DH: Your point is well taken. I didn’t intend to downplay the critical role that class played in the disaster. In the U.S., it’s often complicated because race and economic class are so tied together. Still, the two are not interchangeable. Thanks for keeping me honest.
Excellent post, GP. The "survivor stories" versions seem like pap to me. One wonders how they really affect most viewers - giving them a false send of positive outcome and curtailing any instincts for guilt or further action, as you suggest, or humanizing victims who may be wildly out of their cultural comfort zones, and thus stimulating more support? Alas, I suspect the former.
And I agree with brian. Wait ‘til the 9/11 shlock heats up. It’ll make those “commemorative coins” look tasteful. This is one reason I couldn’t watch the Oliver Stone movie, despite good reviews (another reason is sheer continuing trauma, as a New Yorker and depressive).
I will say that Spike Lee’s HBO documentary is very good. It does point out the god-awful state of the NO school system pre-Katrina, and, this being Spike Lee, focuses strongly on the race and class issues. I would venture that this is probably his best film, and I’m sorry it will be ineligible for an Academy Award. Catch it, if you get a chance, and bless us with your thoughts on the subject.

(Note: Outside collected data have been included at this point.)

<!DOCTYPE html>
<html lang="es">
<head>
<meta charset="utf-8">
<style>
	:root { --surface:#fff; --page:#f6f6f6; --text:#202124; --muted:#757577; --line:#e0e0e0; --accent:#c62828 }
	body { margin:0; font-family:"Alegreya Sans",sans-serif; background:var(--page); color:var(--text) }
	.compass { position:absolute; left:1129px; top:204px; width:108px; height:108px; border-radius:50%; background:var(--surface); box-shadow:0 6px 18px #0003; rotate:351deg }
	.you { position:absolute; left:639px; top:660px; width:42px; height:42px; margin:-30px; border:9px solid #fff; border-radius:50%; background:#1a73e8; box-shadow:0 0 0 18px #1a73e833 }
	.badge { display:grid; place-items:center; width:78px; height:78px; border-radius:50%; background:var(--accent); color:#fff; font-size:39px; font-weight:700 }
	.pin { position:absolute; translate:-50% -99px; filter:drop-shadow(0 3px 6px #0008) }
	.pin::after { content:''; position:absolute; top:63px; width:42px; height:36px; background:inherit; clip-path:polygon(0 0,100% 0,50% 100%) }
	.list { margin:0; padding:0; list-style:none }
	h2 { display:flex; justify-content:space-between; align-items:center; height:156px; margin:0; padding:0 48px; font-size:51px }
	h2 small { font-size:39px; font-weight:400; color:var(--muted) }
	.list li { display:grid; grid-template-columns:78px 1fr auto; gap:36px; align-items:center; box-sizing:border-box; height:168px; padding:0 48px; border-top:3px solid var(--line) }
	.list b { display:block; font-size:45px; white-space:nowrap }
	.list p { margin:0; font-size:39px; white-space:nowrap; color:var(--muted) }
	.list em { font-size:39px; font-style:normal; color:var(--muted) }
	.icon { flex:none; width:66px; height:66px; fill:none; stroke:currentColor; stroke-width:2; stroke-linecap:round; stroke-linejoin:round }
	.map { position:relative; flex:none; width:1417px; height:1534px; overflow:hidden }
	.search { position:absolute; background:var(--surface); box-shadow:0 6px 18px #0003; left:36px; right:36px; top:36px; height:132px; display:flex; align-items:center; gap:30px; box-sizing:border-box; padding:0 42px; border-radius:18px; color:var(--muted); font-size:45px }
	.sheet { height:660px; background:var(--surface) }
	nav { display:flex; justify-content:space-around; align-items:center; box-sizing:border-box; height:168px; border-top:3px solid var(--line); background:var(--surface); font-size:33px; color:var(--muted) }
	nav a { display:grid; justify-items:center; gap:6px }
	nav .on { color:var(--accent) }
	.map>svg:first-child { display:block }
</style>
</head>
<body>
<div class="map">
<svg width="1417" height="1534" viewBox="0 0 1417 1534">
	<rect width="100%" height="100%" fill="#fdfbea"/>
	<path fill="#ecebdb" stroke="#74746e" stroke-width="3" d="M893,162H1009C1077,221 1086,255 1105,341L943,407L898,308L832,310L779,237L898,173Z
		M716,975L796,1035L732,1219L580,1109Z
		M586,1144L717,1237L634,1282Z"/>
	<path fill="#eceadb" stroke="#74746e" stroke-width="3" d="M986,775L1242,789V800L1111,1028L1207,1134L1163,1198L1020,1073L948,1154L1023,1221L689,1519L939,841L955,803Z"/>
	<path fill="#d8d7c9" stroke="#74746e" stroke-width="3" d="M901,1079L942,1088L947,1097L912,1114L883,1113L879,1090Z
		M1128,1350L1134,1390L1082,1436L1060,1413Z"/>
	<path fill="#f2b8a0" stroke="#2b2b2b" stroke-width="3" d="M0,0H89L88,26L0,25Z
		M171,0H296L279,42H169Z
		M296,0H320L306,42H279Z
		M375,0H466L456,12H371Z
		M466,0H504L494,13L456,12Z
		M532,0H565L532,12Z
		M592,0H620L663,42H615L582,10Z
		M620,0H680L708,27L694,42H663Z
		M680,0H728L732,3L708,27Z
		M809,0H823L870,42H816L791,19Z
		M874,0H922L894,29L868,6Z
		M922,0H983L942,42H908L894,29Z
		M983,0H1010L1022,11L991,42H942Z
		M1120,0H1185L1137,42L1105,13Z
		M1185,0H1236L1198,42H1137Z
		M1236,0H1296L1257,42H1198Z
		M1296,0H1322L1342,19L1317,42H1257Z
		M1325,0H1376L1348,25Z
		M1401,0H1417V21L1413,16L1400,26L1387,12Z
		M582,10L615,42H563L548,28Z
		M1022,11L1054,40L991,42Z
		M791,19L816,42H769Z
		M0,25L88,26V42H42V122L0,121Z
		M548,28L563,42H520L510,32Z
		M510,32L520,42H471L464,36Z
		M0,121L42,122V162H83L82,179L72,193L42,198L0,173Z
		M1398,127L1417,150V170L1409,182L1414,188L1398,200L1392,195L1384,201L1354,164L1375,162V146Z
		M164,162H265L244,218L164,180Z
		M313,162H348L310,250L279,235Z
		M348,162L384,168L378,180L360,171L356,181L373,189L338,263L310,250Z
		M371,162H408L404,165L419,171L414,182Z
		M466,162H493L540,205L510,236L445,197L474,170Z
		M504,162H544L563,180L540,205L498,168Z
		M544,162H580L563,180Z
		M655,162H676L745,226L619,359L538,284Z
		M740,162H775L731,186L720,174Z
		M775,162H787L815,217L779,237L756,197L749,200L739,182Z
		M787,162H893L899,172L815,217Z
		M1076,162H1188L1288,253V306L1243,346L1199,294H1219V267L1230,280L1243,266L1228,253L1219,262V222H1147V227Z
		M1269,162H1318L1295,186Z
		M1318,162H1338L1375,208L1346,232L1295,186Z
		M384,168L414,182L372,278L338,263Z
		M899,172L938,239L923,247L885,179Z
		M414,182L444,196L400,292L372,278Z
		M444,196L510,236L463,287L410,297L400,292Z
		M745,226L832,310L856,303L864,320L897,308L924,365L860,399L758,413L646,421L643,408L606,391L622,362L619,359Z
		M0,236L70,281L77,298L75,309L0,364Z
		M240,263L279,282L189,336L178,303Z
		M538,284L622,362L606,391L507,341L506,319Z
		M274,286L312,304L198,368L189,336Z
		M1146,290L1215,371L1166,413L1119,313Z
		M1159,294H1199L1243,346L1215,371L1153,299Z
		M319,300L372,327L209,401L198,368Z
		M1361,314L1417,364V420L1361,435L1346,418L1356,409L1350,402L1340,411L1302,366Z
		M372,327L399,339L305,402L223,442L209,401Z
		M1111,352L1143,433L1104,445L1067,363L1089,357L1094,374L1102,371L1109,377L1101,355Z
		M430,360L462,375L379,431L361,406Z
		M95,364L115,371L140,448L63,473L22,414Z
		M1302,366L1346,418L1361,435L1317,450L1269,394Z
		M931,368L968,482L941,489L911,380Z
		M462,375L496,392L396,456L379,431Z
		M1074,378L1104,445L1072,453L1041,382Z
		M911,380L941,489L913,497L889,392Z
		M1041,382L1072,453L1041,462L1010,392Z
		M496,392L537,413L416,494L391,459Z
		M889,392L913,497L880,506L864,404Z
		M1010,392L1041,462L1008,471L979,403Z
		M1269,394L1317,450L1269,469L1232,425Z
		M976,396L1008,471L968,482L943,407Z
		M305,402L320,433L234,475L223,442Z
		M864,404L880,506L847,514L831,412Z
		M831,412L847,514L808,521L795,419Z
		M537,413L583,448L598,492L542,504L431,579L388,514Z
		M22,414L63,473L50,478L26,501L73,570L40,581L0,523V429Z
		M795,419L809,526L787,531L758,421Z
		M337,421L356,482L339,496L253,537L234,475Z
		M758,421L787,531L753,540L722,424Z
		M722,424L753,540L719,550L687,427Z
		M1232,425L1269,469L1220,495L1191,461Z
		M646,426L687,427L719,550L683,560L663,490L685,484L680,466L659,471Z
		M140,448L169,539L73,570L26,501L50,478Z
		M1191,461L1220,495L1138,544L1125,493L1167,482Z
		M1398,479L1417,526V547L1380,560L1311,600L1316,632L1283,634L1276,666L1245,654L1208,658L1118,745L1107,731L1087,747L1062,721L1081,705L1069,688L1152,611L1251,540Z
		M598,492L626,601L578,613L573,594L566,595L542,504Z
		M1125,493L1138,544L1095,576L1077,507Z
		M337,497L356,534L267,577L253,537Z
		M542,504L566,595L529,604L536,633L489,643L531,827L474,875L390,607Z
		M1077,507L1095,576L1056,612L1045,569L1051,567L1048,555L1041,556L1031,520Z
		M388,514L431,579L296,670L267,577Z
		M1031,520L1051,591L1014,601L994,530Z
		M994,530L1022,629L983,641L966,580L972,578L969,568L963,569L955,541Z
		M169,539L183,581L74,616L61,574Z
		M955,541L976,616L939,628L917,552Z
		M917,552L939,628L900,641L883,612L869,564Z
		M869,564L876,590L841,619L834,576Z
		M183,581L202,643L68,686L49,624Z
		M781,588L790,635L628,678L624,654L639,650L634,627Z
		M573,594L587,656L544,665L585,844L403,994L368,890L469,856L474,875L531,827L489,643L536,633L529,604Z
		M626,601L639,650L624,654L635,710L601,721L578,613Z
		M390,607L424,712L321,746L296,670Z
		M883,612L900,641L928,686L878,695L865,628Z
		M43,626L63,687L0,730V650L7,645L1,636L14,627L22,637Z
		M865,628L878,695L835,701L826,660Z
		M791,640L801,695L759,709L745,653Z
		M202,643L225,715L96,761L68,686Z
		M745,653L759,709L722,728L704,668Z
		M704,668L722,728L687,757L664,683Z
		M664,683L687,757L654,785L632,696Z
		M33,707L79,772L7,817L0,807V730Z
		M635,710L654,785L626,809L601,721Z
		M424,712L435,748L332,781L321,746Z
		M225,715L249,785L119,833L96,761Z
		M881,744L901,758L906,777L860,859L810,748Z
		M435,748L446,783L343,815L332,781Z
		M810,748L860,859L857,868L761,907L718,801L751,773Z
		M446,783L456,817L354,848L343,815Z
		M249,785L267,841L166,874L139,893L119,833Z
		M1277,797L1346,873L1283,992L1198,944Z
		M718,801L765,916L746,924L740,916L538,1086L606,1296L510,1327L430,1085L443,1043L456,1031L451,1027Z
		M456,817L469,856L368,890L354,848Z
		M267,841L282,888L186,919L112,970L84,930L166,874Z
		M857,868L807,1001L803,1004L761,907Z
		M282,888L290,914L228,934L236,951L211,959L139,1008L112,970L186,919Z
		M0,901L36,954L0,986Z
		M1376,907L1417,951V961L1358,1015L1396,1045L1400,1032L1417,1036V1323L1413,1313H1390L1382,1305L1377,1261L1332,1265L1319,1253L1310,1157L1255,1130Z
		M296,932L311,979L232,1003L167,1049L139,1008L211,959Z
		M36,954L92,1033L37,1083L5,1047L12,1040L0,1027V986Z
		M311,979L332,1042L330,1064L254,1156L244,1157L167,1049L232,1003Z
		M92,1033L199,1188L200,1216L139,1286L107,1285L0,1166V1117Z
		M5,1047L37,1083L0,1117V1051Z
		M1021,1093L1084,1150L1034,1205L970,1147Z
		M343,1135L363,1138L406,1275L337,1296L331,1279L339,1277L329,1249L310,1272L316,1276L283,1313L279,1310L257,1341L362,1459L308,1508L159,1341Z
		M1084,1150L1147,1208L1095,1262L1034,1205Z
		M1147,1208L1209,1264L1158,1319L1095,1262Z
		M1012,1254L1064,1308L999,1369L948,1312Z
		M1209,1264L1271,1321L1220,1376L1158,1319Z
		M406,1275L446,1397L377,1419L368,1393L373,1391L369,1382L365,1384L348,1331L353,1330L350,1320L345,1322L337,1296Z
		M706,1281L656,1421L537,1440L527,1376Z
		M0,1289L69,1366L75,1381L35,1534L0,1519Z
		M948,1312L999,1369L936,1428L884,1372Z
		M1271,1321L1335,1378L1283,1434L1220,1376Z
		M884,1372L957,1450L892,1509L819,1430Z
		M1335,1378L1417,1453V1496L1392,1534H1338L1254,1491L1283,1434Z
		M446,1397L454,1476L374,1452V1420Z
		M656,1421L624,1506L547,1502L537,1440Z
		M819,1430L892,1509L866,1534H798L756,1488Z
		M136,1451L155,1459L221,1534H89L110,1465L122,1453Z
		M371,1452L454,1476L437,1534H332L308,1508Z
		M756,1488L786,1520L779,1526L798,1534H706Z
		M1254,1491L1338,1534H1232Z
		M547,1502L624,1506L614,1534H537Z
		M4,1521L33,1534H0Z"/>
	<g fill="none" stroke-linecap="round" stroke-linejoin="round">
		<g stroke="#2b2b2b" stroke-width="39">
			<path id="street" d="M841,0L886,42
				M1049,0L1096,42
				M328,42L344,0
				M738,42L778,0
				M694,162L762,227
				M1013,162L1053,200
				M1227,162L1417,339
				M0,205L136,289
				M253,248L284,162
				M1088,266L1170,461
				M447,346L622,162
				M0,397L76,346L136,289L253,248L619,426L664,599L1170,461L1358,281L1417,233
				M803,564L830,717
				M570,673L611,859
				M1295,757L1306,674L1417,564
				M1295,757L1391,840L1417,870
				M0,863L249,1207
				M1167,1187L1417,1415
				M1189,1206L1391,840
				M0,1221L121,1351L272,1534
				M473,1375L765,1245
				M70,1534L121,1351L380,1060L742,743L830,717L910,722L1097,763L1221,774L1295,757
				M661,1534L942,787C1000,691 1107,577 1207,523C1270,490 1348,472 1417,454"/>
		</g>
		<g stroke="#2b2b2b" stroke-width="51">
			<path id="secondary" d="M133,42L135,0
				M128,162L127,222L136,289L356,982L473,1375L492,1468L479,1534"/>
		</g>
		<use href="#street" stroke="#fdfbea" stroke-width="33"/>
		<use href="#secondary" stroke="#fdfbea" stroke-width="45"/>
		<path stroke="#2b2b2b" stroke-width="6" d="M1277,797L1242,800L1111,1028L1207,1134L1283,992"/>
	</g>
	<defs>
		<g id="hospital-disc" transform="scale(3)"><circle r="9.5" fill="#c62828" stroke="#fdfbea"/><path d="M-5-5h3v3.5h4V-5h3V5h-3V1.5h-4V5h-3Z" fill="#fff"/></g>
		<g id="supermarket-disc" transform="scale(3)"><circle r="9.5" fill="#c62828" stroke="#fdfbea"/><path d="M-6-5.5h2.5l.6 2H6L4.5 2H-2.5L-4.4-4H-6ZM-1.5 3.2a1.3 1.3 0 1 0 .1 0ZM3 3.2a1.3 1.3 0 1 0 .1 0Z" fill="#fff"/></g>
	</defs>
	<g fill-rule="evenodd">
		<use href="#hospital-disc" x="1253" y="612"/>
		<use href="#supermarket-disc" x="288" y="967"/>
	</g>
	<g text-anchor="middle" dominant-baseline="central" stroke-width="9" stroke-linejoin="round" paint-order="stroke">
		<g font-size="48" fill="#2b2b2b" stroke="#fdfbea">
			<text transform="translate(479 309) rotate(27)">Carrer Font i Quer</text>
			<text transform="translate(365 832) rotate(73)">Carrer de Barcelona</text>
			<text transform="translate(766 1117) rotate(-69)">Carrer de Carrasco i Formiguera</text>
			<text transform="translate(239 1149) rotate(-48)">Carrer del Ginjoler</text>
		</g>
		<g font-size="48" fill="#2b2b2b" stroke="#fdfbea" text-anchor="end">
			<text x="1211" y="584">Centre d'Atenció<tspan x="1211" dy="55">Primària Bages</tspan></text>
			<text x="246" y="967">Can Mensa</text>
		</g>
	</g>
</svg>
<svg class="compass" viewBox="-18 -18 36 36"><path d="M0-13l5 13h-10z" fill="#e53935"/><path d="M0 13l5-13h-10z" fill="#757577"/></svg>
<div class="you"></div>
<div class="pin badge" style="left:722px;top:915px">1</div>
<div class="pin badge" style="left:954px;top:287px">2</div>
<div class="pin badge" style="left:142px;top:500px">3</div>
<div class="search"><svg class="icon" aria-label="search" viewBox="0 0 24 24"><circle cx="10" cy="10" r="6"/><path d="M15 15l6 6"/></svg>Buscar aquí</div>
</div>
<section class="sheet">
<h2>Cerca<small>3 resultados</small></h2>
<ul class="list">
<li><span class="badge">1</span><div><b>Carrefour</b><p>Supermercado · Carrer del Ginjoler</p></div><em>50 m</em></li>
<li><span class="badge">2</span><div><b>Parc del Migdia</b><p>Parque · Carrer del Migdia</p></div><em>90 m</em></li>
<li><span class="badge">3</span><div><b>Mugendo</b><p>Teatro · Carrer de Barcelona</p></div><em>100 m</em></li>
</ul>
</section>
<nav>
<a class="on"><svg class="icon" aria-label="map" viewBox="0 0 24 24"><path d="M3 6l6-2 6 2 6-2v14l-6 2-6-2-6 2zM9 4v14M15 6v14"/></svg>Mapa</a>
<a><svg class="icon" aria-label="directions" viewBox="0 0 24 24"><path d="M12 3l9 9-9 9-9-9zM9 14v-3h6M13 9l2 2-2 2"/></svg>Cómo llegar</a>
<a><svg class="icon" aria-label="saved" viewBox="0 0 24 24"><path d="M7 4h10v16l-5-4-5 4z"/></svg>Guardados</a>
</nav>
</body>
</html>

Besides, it’s worth it just to see the segment where an entirely blonde, white Utah community “adopts” a black woman into their neighbourhood. I couldn’t help but turn to Mrs. Nator and yelp “oh, hoo-ray, Brighamina! We've finally got us a nigra Mormon!” Maybe they meant the best, but after 4 hours of blatant racism on film, forgive me for being skeptical.
What they said
Well said *grand applause*, I've always been sickened by the sanitizing the media does in making America out to be the rightful and just ruler of the free world. Our goverment (especially now) makes huge mistakes, kills people, tortures them, creates interment camps and we simply forget about it. America has a dark and ugly past, just like every other country, but just like every other country we don't want to look at the ugly, only the hearts and flowers and little puppy dogs... this makes me terribly irritable, if we as human beings tried to understand one another better the world would be a much better place, but we'd rather sweep things under the rug and move on.